-------- Extracted material

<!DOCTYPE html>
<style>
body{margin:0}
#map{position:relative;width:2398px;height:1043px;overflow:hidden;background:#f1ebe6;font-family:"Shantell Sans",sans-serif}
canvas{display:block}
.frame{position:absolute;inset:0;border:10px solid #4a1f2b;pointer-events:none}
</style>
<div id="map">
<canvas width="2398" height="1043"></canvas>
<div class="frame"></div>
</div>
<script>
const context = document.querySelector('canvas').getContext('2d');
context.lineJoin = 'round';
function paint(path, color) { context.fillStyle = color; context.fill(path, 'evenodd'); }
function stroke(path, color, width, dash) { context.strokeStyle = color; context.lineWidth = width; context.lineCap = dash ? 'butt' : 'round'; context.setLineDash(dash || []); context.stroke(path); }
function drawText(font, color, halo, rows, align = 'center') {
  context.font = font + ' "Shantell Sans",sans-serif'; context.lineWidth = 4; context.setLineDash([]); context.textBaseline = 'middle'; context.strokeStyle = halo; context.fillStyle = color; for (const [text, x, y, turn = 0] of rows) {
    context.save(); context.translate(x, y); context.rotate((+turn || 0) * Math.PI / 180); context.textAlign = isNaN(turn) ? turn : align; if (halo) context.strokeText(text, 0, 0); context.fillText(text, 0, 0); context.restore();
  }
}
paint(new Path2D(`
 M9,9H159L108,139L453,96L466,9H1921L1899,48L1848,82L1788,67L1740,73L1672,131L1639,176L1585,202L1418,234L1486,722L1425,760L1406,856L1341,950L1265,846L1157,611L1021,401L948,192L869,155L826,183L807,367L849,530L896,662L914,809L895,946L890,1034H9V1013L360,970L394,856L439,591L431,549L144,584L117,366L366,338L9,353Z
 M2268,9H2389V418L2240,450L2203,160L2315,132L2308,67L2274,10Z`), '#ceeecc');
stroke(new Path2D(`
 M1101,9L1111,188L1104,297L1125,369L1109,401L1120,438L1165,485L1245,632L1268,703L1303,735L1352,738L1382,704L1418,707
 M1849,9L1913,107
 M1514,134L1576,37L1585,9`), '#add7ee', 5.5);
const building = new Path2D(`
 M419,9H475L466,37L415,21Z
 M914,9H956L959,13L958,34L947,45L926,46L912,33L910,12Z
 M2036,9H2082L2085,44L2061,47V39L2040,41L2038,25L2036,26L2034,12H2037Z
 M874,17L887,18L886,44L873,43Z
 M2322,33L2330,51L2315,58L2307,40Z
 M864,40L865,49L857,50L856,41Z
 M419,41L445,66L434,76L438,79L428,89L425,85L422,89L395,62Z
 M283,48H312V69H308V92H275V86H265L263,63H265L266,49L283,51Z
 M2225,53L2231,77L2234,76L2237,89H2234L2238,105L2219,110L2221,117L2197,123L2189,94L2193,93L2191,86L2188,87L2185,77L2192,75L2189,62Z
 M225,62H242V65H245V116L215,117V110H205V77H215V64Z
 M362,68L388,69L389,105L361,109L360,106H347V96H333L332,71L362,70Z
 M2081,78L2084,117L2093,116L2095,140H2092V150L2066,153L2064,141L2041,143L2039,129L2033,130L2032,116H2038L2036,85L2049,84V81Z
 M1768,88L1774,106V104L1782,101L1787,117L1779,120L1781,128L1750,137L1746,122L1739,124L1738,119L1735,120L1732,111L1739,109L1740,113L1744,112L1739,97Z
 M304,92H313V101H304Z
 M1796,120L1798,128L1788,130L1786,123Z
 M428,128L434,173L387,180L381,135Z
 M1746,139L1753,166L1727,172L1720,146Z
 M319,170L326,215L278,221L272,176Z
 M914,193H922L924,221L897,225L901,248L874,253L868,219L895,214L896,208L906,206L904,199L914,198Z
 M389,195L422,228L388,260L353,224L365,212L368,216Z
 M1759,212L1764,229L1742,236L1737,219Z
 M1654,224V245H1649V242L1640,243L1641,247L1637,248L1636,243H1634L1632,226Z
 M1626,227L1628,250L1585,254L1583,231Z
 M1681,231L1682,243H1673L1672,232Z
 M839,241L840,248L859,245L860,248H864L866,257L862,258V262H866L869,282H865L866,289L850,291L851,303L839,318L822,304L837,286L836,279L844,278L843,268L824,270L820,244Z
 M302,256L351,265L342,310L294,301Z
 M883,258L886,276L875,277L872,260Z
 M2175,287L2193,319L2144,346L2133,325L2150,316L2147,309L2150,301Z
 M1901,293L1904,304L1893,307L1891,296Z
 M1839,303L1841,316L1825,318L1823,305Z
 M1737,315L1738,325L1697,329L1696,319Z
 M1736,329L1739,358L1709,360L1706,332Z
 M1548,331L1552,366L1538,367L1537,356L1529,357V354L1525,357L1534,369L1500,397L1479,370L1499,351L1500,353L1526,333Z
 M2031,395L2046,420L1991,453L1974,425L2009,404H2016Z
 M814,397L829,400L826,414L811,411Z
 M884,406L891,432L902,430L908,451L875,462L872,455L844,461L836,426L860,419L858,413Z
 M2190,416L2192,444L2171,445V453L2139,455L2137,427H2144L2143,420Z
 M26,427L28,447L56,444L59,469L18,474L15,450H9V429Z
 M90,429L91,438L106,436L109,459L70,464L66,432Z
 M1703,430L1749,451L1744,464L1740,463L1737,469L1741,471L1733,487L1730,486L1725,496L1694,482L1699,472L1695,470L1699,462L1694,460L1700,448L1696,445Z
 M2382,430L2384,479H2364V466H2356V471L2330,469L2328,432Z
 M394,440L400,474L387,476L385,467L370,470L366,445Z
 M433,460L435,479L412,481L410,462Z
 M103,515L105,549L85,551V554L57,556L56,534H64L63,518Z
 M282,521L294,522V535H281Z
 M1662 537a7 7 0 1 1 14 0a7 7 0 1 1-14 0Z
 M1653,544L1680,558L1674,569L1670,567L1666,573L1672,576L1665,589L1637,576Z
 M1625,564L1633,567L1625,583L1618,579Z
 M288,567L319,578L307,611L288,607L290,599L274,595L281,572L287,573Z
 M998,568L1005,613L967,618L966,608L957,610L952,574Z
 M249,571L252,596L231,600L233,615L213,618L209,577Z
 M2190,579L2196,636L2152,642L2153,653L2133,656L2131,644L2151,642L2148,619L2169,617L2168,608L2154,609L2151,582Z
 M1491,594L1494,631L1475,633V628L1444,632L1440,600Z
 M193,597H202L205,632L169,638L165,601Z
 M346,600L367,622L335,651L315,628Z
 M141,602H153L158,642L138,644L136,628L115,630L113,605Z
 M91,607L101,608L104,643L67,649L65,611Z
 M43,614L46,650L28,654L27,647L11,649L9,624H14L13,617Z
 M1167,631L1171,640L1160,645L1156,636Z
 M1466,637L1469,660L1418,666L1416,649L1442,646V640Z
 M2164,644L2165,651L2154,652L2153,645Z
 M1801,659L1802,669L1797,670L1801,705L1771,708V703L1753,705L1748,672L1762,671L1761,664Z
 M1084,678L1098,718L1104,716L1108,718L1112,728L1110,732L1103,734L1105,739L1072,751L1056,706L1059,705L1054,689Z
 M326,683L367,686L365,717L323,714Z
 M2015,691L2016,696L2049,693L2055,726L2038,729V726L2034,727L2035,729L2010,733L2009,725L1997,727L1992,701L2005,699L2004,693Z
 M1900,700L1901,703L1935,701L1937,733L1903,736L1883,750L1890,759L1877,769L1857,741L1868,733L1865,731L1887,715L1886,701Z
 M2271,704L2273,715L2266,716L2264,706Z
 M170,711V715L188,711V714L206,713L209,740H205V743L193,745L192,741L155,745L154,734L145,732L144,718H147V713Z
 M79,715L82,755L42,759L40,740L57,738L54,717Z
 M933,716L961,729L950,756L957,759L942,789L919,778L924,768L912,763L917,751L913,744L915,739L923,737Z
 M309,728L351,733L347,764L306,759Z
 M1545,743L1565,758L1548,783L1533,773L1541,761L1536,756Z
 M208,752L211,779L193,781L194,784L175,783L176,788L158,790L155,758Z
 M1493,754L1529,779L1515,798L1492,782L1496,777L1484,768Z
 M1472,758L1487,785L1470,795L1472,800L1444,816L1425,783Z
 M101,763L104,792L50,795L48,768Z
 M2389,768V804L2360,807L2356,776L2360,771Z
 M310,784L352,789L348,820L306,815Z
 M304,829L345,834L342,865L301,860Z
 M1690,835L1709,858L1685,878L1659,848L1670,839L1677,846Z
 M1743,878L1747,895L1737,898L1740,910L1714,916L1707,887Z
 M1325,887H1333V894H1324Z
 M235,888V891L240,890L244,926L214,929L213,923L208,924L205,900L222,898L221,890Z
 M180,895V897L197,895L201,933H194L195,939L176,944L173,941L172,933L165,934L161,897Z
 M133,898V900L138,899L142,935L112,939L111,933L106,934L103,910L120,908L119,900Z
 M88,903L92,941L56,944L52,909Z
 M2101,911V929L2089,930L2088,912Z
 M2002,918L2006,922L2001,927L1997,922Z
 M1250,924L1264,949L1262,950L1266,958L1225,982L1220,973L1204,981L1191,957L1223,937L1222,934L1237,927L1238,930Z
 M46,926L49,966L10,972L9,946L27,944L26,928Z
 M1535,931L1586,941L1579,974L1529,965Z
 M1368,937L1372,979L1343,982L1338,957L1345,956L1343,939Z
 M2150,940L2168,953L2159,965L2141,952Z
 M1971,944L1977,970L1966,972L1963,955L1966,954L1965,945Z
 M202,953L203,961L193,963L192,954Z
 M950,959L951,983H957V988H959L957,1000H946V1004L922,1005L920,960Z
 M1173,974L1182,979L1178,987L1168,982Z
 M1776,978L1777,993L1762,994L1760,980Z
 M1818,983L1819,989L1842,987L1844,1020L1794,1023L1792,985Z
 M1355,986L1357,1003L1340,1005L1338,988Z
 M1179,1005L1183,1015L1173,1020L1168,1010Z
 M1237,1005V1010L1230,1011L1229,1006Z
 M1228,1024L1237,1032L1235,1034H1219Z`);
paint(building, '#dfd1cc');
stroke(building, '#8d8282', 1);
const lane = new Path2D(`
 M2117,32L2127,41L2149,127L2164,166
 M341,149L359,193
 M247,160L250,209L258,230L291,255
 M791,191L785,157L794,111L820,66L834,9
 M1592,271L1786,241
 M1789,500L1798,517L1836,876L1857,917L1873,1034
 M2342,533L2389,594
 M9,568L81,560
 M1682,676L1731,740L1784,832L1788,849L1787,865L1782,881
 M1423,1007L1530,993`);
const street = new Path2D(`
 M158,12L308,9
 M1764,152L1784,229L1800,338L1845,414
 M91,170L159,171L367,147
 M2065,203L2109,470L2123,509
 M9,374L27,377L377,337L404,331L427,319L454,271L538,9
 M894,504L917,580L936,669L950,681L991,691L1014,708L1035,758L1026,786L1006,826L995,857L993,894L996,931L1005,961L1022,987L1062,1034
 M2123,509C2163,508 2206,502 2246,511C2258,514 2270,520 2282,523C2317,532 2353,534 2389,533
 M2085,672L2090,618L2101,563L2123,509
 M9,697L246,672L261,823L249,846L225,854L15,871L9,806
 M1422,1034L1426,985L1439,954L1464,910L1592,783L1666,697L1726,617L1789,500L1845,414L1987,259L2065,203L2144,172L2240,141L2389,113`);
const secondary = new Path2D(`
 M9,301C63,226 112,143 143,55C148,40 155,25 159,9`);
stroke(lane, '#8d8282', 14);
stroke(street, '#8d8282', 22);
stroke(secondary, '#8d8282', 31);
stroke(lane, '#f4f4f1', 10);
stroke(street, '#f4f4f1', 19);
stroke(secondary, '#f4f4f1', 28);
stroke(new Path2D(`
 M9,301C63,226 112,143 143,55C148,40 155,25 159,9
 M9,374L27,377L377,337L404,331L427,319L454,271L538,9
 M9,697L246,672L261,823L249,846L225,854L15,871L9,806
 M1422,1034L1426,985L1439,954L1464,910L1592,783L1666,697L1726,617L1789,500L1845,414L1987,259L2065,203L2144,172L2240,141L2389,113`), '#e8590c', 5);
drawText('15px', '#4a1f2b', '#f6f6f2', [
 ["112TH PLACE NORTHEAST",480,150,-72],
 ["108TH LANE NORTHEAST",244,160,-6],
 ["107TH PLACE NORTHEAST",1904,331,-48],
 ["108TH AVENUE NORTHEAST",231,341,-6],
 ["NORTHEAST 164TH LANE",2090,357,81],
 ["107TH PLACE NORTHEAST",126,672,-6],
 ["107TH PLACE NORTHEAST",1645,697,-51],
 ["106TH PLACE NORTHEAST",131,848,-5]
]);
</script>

----------------

» **About this exercise**
Scan the material above for the string "turn" and copy every line that has it.

» **Task answer**
  context.font = font + ' "Shantell Sans",sans-serif'; context.lineWidth = 4; context.setLineDash([]); context.textBaseline = 'middle'; context.strokeStyle = halo; context.fillStyle = color; for (const [text, x, y, turn = 0] of rows) {
    context.save(); context.translate(x, y); context.rotate((+turn || 0) * Math.PI / 180); context.textAlign = isNaN(turn) ? turn : align; if (halo) context.strokeText(text, 0, 0); context.fillText(text, 0, 0); context.restore();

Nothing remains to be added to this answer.